Tuesday, November 15, 2016

August 2, 2015



August 2, 2015

Written by Maximus Peperkamp, M.S. Verbal Engineer



Dear Reader, 


This is my second response to the paper “Talker-specific learning in speech perception” by L.C. Nygaard and D.B. Pisoni (1998). Another result obtained by these researchers “showed that learning a talker’s voice from sentences did not generalize well to identification of novel isolated words.” 


We are not used to hearing only isolated words, but we are used to hearing sentences. Words by themselves don’t give us the opportunity to learn the talker’s voice. Thus, in Noxious Verbal Behavior (NVB), in which the talker demands with as few words as possible what he or she wants, there is, due to this coercive influence, no opportunity to learn the talker’s voice, even if whole sentences are spoken. Actually, in NVB the listeners are distracted from the talker’s voice, because what he or she is saying is supposedly more important than how he or she is saying it. 

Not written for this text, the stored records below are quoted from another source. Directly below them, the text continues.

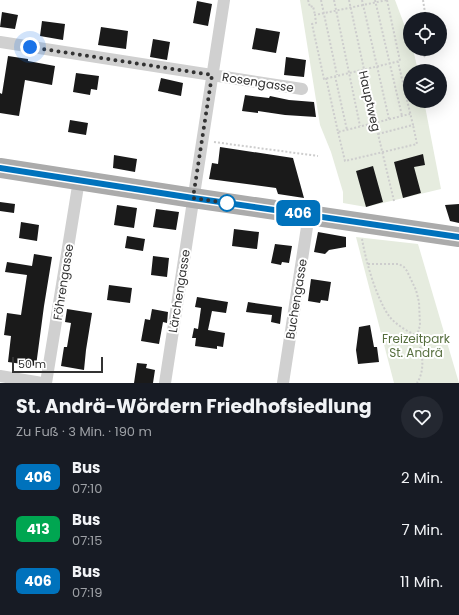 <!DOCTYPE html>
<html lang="de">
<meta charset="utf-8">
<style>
:root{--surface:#171b24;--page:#242831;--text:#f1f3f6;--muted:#9ea1a6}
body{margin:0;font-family:Poppins,sans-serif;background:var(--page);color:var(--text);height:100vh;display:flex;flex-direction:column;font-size:15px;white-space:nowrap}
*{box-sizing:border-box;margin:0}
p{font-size:13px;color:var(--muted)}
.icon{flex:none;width:22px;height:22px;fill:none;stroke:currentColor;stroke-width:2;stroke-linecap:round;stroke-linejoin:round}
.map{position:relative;height:383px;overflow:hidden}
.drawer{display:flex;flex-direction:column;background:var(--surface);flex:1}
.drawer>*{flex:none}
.badge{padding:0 8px;border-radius:6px;font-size:14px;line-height:26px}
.tools{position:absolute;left:403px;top:12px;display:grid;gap:8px}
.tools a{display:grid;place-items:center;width:44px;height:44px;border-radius:50%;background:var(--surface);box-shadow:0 4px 16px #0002;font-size:20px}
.scale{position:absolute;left:12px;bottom:10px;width:91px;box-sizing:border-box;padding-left:4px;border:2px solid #333;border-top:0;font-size:11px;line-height:14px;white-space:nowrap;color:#333;-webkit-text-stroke:3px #fff;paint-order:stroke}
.you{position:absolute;width:20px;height:20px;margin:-10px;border:3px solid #fff;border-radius:50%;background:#1a73e8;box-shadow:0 0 0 6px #1a73e833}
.map>.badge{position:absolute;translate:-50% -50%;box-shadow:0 0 0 2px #fff}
.round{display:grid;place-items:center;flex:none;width:42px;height:42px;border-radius:21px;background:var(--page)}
.head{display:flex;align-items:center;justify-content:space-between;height:68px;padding:0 16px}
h1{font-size:19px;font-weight:700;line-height:30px}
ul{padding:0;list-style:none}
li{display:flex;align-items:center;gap:12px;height:52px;padding:0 16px}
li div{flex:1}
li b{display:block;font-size:15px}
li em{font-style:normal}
li .badge{min-width:44px;font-weight:700;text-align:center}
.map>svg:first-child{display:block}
</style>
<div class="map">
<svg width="459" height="383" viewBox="0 0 459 383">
<rect width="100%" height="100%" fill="#fff"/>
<path fill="#e6ecdf" d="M300 0H395L410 40V49H413L418 71H410V101H424L441 189 366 207 343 203V192L331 152 320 125Z
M356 237 418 244 459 383H394Z"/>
<path fill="#1a1a1a" d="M197 1 212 4 208 26 193 23Z
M2 12 18 15 15 29 0 27Z
M42 21 65 24 63 40 40 36Z
M101 27 128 31 126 49 98 45Z
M256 28 280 32 276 53 252 49Z
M153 39 170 42 167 60 150 57Z
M8 56 28 59V61L55 66 52 85 25 80 19 116 0 113V93L2 94Z
M286 57 306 60 304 77 284 75Z
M76 73 99 76 97 90 91 89 90 95 73 92Z
M161 78 183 83 181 96 158 91Z
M245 95 269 98 270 96 289 100 314 102 316 117 285 115 258 111V113L242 111Z
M70 120 88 123 86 135 68 132Z
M220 147 293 158 304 198 278 194 276 188 209 179 212 163 218 164Z
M423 154 425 165 414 167 421 193 403 198 394 162Z
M114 155 137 159 135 172 113 168Z
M373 166 383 202 366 207 356 171Z
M0 202 15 204 14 213 0 211Z
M459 204V223L450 221 445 205Z
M117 205 137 208 134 228 114 225Z
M156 209 179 212 176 230 153 227Z
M21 222 39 225 37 241 19 238Z
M234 229 259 232 257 249 232 246Z
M318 232 346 237V247L329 250 325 254 314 252Z
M127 236 145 239 143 251 125 248Z
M275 244 292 246 289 263 282 262 281 265 271 263Z
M34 254 52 257 44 306 36 366 8 362 11 336 4 335 7 313 21 315 27 275 5 272 7 262 32 266Z
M153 256 169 258 167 277 151 275Z
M311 279 331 282 328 301 321 300 320 303 308 301Z
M109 285 132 288 130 303 107 300Z
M197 297 228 302 226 313 212 311 208 330 225 333 223 347 217 346V349L195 346 196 338H192L194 328 198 329 201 308 195 307Z
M248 302 282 307 280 324 271 322 272 315 246 312Z
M67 309 92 313 86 350 84 370 61 366 64 347H67L71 323 65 322Z
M152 309 168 312 167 323 163 322 159 344 141 341 145 319 150 320Z
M370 325 374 347H377L379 362 358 364 356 350 359 327Z
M137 363 147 364 146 368 155 370 153 383H134Z"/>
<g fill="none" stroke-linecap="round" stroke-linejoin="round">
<path stroke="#cdcdcd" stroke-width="2" stroke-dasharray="2 2" stroke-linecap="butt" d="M308 0 310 7 313 6 315 15
M321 0 337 75
M334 0 360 126
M349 0 378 134 394 201
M362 0 389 119
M375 0 402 116
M387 0 400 61 324 79 312 24 316 23 315 15Z
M423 0 426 19
M424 57 429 49
M335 76 347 130
M326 78 338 132 410 114
M338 132 345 161 417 144 413 125
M378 134 413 125 398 62
M214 142 318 156
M362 239C366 262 376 297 389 316 396 325 407 331 417 336 422 351 426 369 417 383
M368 264H399L404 267 407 271 416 290 419 302 420 325 417 336"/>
<path stroke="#d0d0d0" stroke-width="12" d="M0 42 302 89
M0 376 42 383
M46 383 79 180
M165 383 224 0
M283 383 309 214"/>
<path stroke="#ababab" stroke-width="20" d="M0 168 193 198 459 237"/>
</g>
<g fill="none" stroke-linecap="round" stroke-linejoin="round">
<defs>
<path id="line" d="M0 168 193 198 459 237"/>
</defs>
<use href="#line" stroke="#fff" stroke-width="9"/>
<use href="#line" stroke="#0072bc" stroke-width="6"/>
<path stroke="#333" stroke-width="4" stroke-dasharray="0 7.2" d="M30 47 212 75 193 198 227 203"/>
</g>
<circle fill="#fff" stroke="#0072bc" stroke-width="2" cx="227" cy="203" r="8"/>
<g text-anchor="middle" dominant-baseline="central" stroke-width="4" stroke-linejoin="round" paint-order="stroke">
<g font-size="12" fill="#333" stroke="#fff">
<text transform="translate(258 82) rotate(9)">Rosengasse</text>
<text transform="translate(370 101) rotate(77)">Hauptweg</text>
<text transform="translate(63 282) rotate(-81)">Föhrengasse</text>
<text transform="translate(179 291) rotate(-81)">Lärchengasse</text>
<text transform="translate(296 299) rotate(-81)">Buchengasse</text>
</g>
<g font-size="12" fill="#576f3f" stroke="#fff">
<text x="416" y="338">Freizeitpark<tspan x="416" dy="14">St. Andrä</tspan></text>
</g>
</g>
</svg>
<div class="tools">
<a><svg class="icon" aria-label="locate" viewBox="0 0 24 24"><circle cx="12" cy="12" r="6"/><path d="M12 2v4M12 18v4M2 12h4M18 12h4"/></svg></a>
<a><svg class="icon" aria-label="layers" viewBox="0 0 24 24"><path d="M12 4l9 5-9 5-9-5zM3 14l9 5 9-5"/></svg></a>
</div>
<div class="scale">50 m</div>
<div class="you" style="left:30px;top:47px"></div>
<b class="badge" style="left:298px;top:213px;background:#0072bc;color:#fff">406</b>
</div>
<section class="drawer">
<div class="head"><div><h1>St. Andrä-Wördern Friedhofsiedlung</h1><p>Zu Fuß · 3 Min. · 190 m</p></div><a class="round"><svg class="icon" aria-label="heart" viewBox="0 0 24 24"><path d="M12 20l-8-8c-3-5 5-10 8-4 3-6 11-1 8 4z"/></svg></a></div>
<ul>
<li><span class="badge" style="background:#0072bc;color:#fff">406</span><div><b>Bus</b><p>07:10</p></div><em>2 Min.</em></li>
<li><span class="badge" style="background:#00a651;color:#fff">413</span><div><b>Bus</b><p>07:15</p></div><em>7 Min.</em></li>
<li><span class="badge" style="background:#0072bc;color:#fff">406</span><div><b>Bus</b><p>07:19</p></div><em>11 Min.</em></li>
</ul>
</section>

NVB speakers coerce the listener. They make the listener listen to him or to her, but they are not listening to themselves and are not stimulated to do so. Depending on what kind of voice the talker has there will be aversive or appetitive effects for the listener. Although this research investigated the listener’s ability to learn the talker’s voice, it still focused mainly on content and not on how the speaker sounded. 


Fixation on the verbal is typical for NVB in which we basically ignore the nonverbal forms of conditioning. The researchers focus on novel isolated words is antithetical to Sound Verbal Behavior (SVB), in which the speaker hears his or her own voice and thus is and remains his or her own listener. 


The overemphasized importance of being able to recognize these novel isolated words indicates that there is an aversive environment in which this urgent need arises. However, such a need doesn’t arise in an appetitive environment which is created and maintained by the SVB speaker. Thus,  learning the SVB speaker’s voice from sentences generalizes better to novel isolated words than learning the NVB speaker’s voice from sentences.